**Exercise instructions**
Set down exactly the lines from the first line of the records through the line that contains "10px 10px;padding:0 10px;border:1px", and leave every picture out.

**Supplied data**
::::

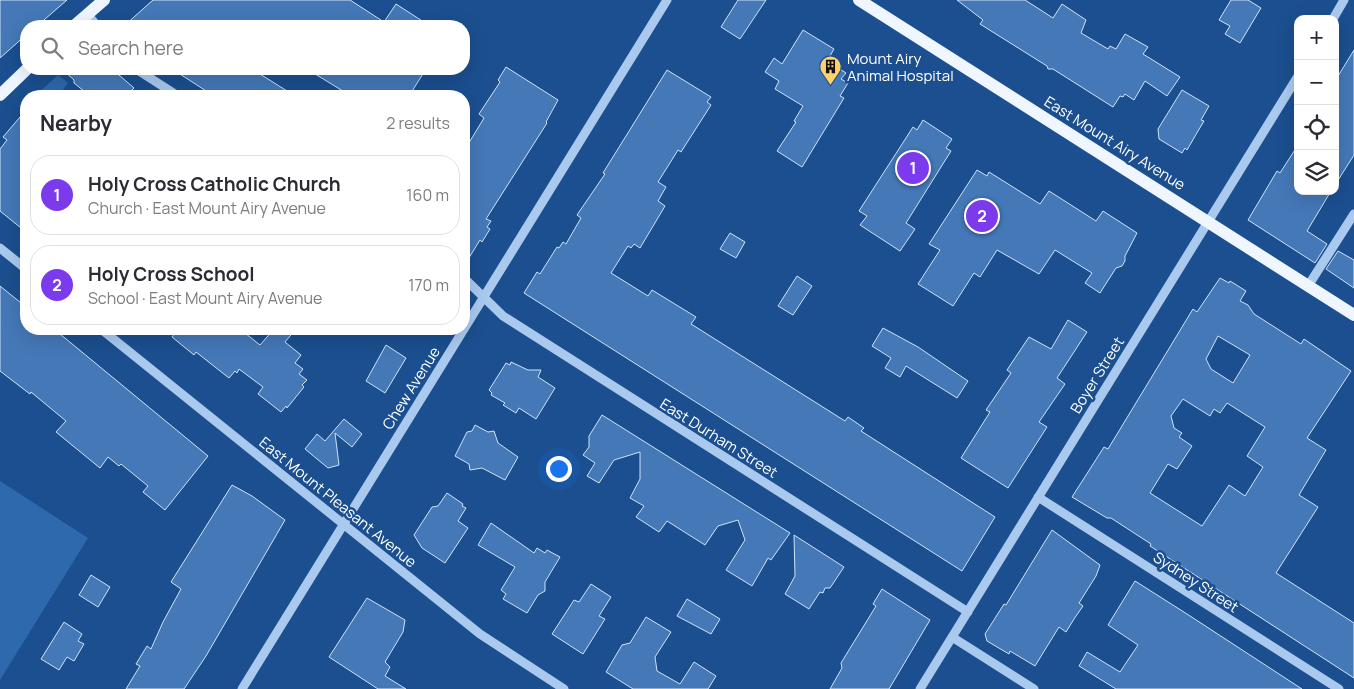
<!DOCTYPE html>
<meta charset="utf-8">
<style>
:root{--surface:#fff;--page:#f7f7f7;--text:#2b2b33;--muted:#7c7c81;--line:#e1e1e2;--accent:#7c3aed}
body{margin:0;font-family:Manrope,sans-serif;background:var(--page);color:var(--text)}
.controls{position:absolute;right:15px;top:15px;display:grid;overflow:hidden;border-radius:10px;box-shadow:0 5px 20px #0002}
.controls button{width:45px;height:45px;display:grid;place-items:center;padding:0;border:0;border-bottom:1px solid var(--line);background:var(--surface);color:var(--text);font:25px sans-serif}
.you{position:absolute;left:558px;top:468px;width:18px;height:18px;margin:-12px;border:4px solid #fff;border-radius:50%;background:#1a73e8;box-shadow:0 0 0 8px #1a73e833}
.badge{display:grid;place-items:center;width:32px;height:32px;border-radius:50%;background:var(--accent);color:#fff;font-size:16px;font-weight:700}
.pin{position:absolute;translate:-50% -50%;border:2px solid #fff;box-shadow:0 1px 5px #0006}
.list{margin:0;padding:0;list-style:none}
h2{display:flex;justify-content:space-between;align-items:center;height:65px;margin:0;padding:0 20px;font-size:21px}
h2 small{font-size:16px;font-weight:400;color:var(--muted)}
.list li{display:grid;grid-template-columns:32px 1fr auto;gap:15px;align-items:center;box-sizing:border-box;height:80px;margin:0 10px 10px;padding:0 10px;border:1px solid var(--line);border-radius:20px}
.list b{display:block;font-size:19px;white-space:nowrap}
.list p{margin:0;font-size:16px;white-space:nowrap;color:var(--muted)}
.list em{font-size:16px;font-style:normal;color:var(--muted)}
.icon{flex:none;width:28px;height:28px;fill:none;stroke:currentColor;stroke-width:2;stroke-linecap:round;stroke-linejoin:round}
.map{position:relative;flex:none;width:1354px;height:689px;overflow:hidden}
.search{position:absolute;background:var(--surface);box-shadow:0 5px 20px #0002;left:20px;top:20px;width:450px;height:55px;display:flex;align-items:center;gap:12px;box-sizing:border-box;padding:0 18px;border-radius:20px;color:var(--muted);font-size:19px}
.panel{position:absolute;background:var(--surface);box-shadow:0 5px 20px #0002;left:20px;top:90px;width:450px;height:245px;border-radius:20px}
.map>svg:first-child{display:block}
.green{fill:#2e69ad}
.building{fill:#4478b7;stroke:#cfe3fa;fill-rule:evenodd}
.lines{fill:none;stroke-linecap:round;stroke-linejoin:round}
.minor{stroke:#a9c9ee;stroke-width:9}
.major{stroke:#f0f6ff;stroke-width:12}
.labels{text-anchor:middle;dominant-baseline:central;stroke-width:5;stroke-linejoin:round;paint-order:stroke}
.poi-label{font-size:15px;fill:#fff;stroke:#1b4f8f;text-anchor:start}
.street-label{font-size:15px;fill:#fff;stroke:#1b4f8f}
</style>
<div class="map">
<svg width="1354" height="689" viewBox="0 0 1354 689">
<rect width="100%" height="100%" fill="#1b4f8f"/>
<!-- green -->
<path class="green" d="M58 75 68 83 58 96 36 95Z
M0 481 88 538 0 680Z"/>
<!-- building -->
<path class="building" d="M0 0H67L37 26H26V35L0 58Z
M153 0H350L384 22 396 4 430 26H124Z
M738 0H766L740 39 721 27Z
M957 0H1025L1053 18 1062 4 1086 20 1081 33 1108 49 1110 46 1116 49 1125 34 1148 47 1143 54 1180 77 1167 96 1145 81 1134 100 1125 94 1123 97 1120 96 1113 107 1053 69H1048L1047 66 980 24 983 20Z
M1231 0H1248L1261 8 1240 43 1225 34 1230 26 1219 20Z
M803 30 834 49 827 61 846 73 841 79 848 83 840 96 844 98 802 167 777 151 796 122 794 121 803 106 775 89 779 81 765 72 774 58 782 64Z
M1354 50V155L1335 185V81Z
M506 67 558 100 546 122 547 123 486 219 491 221 487 227 490 229 482 242 480 240 464 266V151L484 118 479 114 500 82 498 80Z
M62 69H112L134 88 126 96H90L74 83V80Z
M172 69H252L295 96H214Z
M307 69H426L409 96H351Z
M667 70 711 97 707 102 711 105 681 152 678 150 658 182 666 187 658 201 665 206 640 248 634 244 631 248 628 246 611 273 648 296 652 290 696 317 691 324 845 421 848 417 864 428 861 431 995 517 962 571 524 293 537 272 540 274 557 247 559 248 563 242 566 244 581 218 577 215 605 174 603 173Z
M1182 90 1209 106 1201 120 1204 121 1198 131 1187 150 1185 148 1182 153 1159 139 1158 129Z
M26 110V232L0 211V149L7 140 3 137Z
M923 120 952 139 946 148 951 151 906 223 915 229 900 251 860 225 867 216 859 211 913 127 917 130Z
M1298 145V191H1331L1307 231 1327 244 1315 263 1248 220 1277 171 1280 173Z
M977 170 987 176 989 172 1040 204 1049 191 1096 221 1103 211 1137 233 1125 256V261L1122 266 1116 268 1100 293 1085 283 1092 273 1055 250 1039 274 997 250 980 277 974 273 953 306 918 284 940 250 929 244Z
M730 233 745 242 736 258 720 249Z
M1338 251 1354 260V288L1326 269Z
M797 276 812 286 793 315 778 306Z
M1220 278 1229 283 1230 281 1246 291 1240 301 1248 305 1254 314 1301 344 1304 339 1351 371 1307 438 1326 450 1299 495 1318 507 1276 573 1354 623V678L1150 546 1151 544 1111 518H1107L1072 497 1104 447 1108 449 1193 309 1197 312ZM1218 336 1250 355 1233 383 1211 369 1206 359ZM1183 399 1210 416 1214 409 1220 413 1227 403 1265 427 1247 456 1263 467 1245 496 1229 485 1202 526 1150 493 1168 464 1177 469 1192 446 1179 437 1182 433 1174 428 1171 416Z
M0 286 26 307V329H54L208 456 165 510 143 492 148 486 121 464 119 466 108 457 100 468 56 432 66 421 31 392 30 394 0 371Z
M1068 320 1087 332 1057 378 1065 384 1039 422 1047 427 1008 488 961 458 990 412 986 410 1011 373 1007 370 1029 337 1051 349Z
M883 328 918 347 968 381 957 398 906 366 900 377 885 368 891 358 872 346Z
M178 329H240L260 345 274 329H296L285 342 301 355 295 363 303 369 299 374 307 380 302 385 304 387 287 408 286 406 281 412 258 394 263 387 239 369 237 373 235 371 229 378 196 352 194 355 172 337Z
M386 345 406 358 385 393 366 381Z
M511 362 528 370H541L538 377 555 388 536 419 519 408 516 413 503 405 505 403 491 395 492 393 489 390 506 363 510 365Z
M602 415 790 533 771 560 768 558 752 586 726 570 745 540 738 520 718 526 705 545 667 521 659 532 636 517 644 506 630 498 640 479V452L614 460 599 483 587 476 595 463 583 455 589 447V436Z
M344 419 362 434 352 447 335 433 339 465 328 468 305 449 317 434 325 441Z
M475 425 488 432 494 431 498 443 518 457 505 480 482 468 470 470 469 464 455 456 467 432 472 431Z
M232 485 252 496 285 520 206 656 184 689H126L140 666 136 664 147 646 151 649 163 622 181 589 171 582Z
M447 493 463 504 462 506 466 508 458 521 468 528 445 563 422 548 414 535 432 507 438 506Z
M491 523 534 553 537 548 545 553 547 550 560 557 545 582V591L538 595 527 613 503 599 506 594 501 590 515 567 478 545Z
M1052 530 1100 565 1096 576 1079 603 1083 606 1074 619 1066 632 1059 627 1035 666 1010 651 1009 654 987 641 985 634 1004 604 1006 605Z
M794 535 844 567 830 588H825L823 593 820 592 809 609 785 594 795 576Z
M91 575 110 587 98 607 79 595Z
M1135 581 1187 614 1302 689H1116L1079 666 1087 652 1120 672 1138 645 1108 625Z
M591 584 611 597 599 616 605 619 583 654 552 634 574 600 579 602Z
M882 589 930 620 889 689H830L842 668 841 663 876 606 873 604Z
M367 598 405 620 403 632 385 662 390 667 385 676 406 689H378L329 657Z
M687 599 720 619 711 634 677 616Z
M646 617 671 632 655 657 657 671 680 684 694 662 716 676 708 689H633L606 672 622 645 630 643Z
M64 622 82 634 78 641 84 644 74 661 67 657 59 670 41 659Z"/>
<g class="lines">
<!-- minor -->
<path class="minor" d="M87 14 97 26
M1333 19 1344 0
M136 69 178 96
M0 248 26 269
M464 278 503 316 968 612
M1308 286 1354 214
M101 329 480 634 564 689
M1038 497 1339 689
M952 637 1034 689
M242 689 667 0
M920 689 1298 76"/>
<!-- major -->
<path class="major" d="M859 0 1354 315
M74 26 104 0
M0 95 27 69"/>
</g>
<!-- icons -->
<defs>
<symbol id="building-pin" viewBox="-11 -11 22 30"><path d="M0 17L-7.5 6A9.5 9.5 0 1 1 7.5 6Z" fill="#ffd166" stroke="#1b4f8f"/><path d="M-4-6H4V6H1V3H-1V6H-4ZM-2.5-4.3h1.7v1.8h-1.7ZM.8-4.3h1.7v1.8H.8ZM-2.5-1h1.7V.8h-1.7ZM.8-1h1.7V.8H.8Z" fill="#111"/></symbol>
</defs>
<g fill-rule="evenodd">
<use href="#building-pin" x="818" y="54" width="25" height="34"/>
</g>
<g class="labels">
<!-- poi labels -->
<g class="poi-label">
<text x="847" y="58">Mount Airy<tspan x="847" dy="17">Animal Hospital</tspan></text>
</g>
<!-- street labels -->
<g class="street-label">
<text transform="translate(1115 143) rotate(32)">East Mount Airy Avenue</text>
<text transform="translate(1097 375) rotate(-58)">Boyer Street</text>
<text transform="translate(411 388) rotate(-58)">Chew Avenue</text>
<text transform="translate(719 438) rotate(32)">East Durham Street</text>
<text transform="translate(338 502) rotate(39)">East Mount Pleasant Avenue</text>
<text transform="translate(1196 582) rotate(33)">Sydney Street</text>
</g>
</g>
</svg>
<div class="controls">
<button>+</button>
<button>−</button>
<button><svg class="icon" aria-label="locate" viewBox="0 0 24 24"><circle cx="12" cy="12" r="6"/><path d="M12 2v4M12 18v4M2 12h4M18 12h4"/></svg></button>
<button><svg class="icon" aria-label="layers" viewBox="0 0 24 24"><path d="M12 4l9 5-9 5-9-5zM3 14l9 5 9-5"/></svg></button>
</div>
<div class="you"></div>
<div class="pin badge" style="left:913px;top:168px">1</div>
<div class="pin badge" style="left:982px;top:216px">2</div>
<div class="search"><svg class="icon" aria-label="search" viewBox="0 0 24 24"><circle cx="10" cy="10" r="6"/><path d="M15 15l6 6"/></svg>Search here</div>
<section class="panel">
<h2>Nearby<small>2 results</small></h2>
<ul class="list">
<li><span class="badge">1</span><div><b>Holy Cross Catholic Church</b><p>Church · East Mount Airy Avenue</p></div><em>160 m</em></li>
<li><span class="badge">2</span><div><b>Holy Cross School</b><p>School · East Mount Airy Avenue</p></div><em>170 m</em></li>
</ul>
</section>
</div>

::::

**Exercise output**
<!DOCTYPE html>
<meta charset="utf-8">
<style>
:root{--surface:#fff;--page:#f7f7f7;--text:#2b2b33;--muted:#7c7c81;--line:#e1e1e2;--accent:#7c3aed}
body{margin:0;font-family:Manrope,sans-serif;background:var(--page);color:var(--text)}
.controls{position:absolute;right:15px;top:15px;display:grid;overflow:hidden;border-radius:10px;box-shadow:0 5px 20px #0002}
.controls button{width:45px;height:45px;display:grid;place-items:center;padding:0;border:0;border-bottom:1px solid var(--line);background:var(--surface);color:var(--text);font:25px sans-serif}
.you{position:absolute;left:558px;top:468px;width:18px;height:18px;margin:-12px;border:4px solid #fff;border-radius:50%;background:#1a73e8;box-shadow:0 0 0 8px #1a73e833}
.badge{display:grid;place-items:center;width:32px;height:32px;border-radius:50%;background:var(--accent);color:#fff;font-size:16px;font-weight:700}
.pin{position:absolute;translate:-50% -50%;border:2px solid #fff;box-shadow:0 1px 5px #0006}
.list{margin:0;padding:0;list-style:none}
h2{display:flex;justify-content:space-between;align-items:center;height:65px;margin:0;padding:0 20px;font-size:21px}
h2 small{font-size:16px;font-weight:400;color:var(--muted)}
.list li{display:grid;grid-template-columns:32px 1fr auto;gap:15px;align-items:center;box-sizing:border-box;height:80px;margin:0 10px 10px;padding:0 10px;border:1px solid var(--line);border-radius:20px}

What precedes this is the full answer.